All Savings Options Should Be Exhausted Before a Levy

“Every effort should be made to restore the livelihoods of communities and people affected by the floods,” BCA President Graham Bradley says.

“This should be done through a carefully measured response by government that has the close involvement of affected communities,” Mr Bradley said.

“But the federal government is putting the cart before the horse with a flood levy when the full cost of rebuilding after the floods is not yet known.

“Until we get a final assessment of the rebuilding costs, we can’t gauge the impact on the federal Budget, but the first step should be to reassess spending priorities in preference to raising new taxes.
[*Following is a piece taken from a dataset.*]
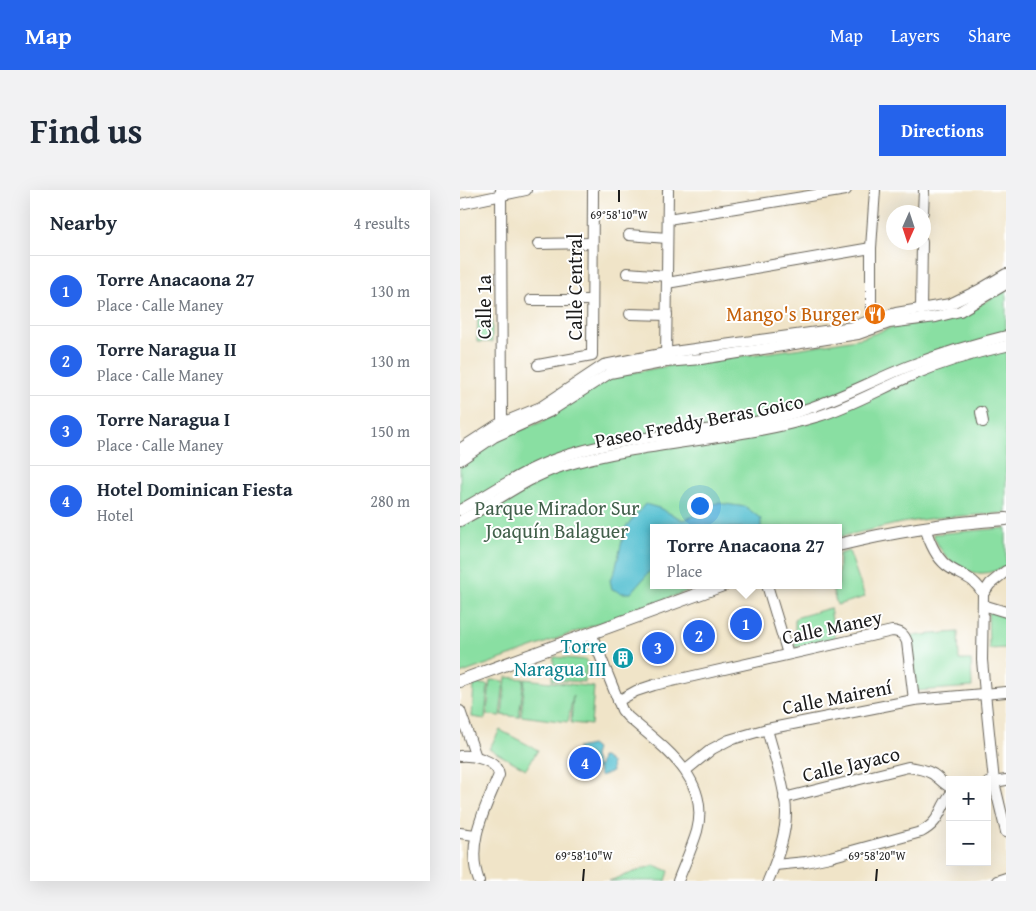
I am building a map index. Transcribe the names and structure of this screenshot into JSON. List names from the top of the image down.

“Today’s estimated flood rebuilding cost is preliminary because we don’t yet know how much of the reconstruction task relates to public infrastructure, how much is private infrastructure and how much is due to under-insurance.

“We acknowledge that savings measures in today’s announcement by the Prime Minister provide for around two-thirds of the government’s contribution to the rebuilding effort. 
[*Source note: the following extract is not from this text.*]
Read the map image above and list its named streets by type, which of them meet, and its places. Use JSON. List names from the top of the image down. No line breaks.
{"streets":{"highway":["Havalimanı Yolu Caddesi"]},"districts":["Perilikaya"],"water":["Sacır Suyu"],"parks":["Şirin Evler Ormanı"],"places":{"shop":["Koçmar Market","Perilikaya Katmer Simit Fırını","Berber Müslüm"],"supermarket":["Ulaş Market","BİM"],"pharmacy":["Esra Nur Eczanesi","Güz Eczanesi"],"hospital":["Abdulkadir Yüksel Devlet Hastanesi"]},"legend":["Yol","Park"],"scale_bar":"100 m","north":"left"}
“But the government should go further in the Budget by finding additional savings through reduced or re-sequenced spending on programs and projects with the least economic and social value.

“This includes infrastructure projects that are not part of the flood rebuild and have not been subject to a transparent cost–benefit analysis process.
 
“Options to increase taxes, even temporarily, should only be considered after an exhaustive examination of potential savings on government spending,” he said.

Mr Bradley said a carefully measured approach to flood rebuilding would also minimise the risks of substantial price surges on material and labour costs at a time when skills shortages are already being felt in the economy. 

“We endorse the Prime Minister’s support for quicker approvals for temporary skilled migrants who work on flood rebuilding. 

“The government should expand on this commitment for the wider economy to help address pressing skills shortages,” Mr Bradley said.
 
Mr Bradley also said business leaders continued to support the national effort to rebuild flood affected communities. 

“As the Prime Minister has noted, corporate Australia has already made a generous contribution. 

“As the full financial impact becomes known, businesses are ready and willing to do more by way of direct financial and in-kind contributions,” he said.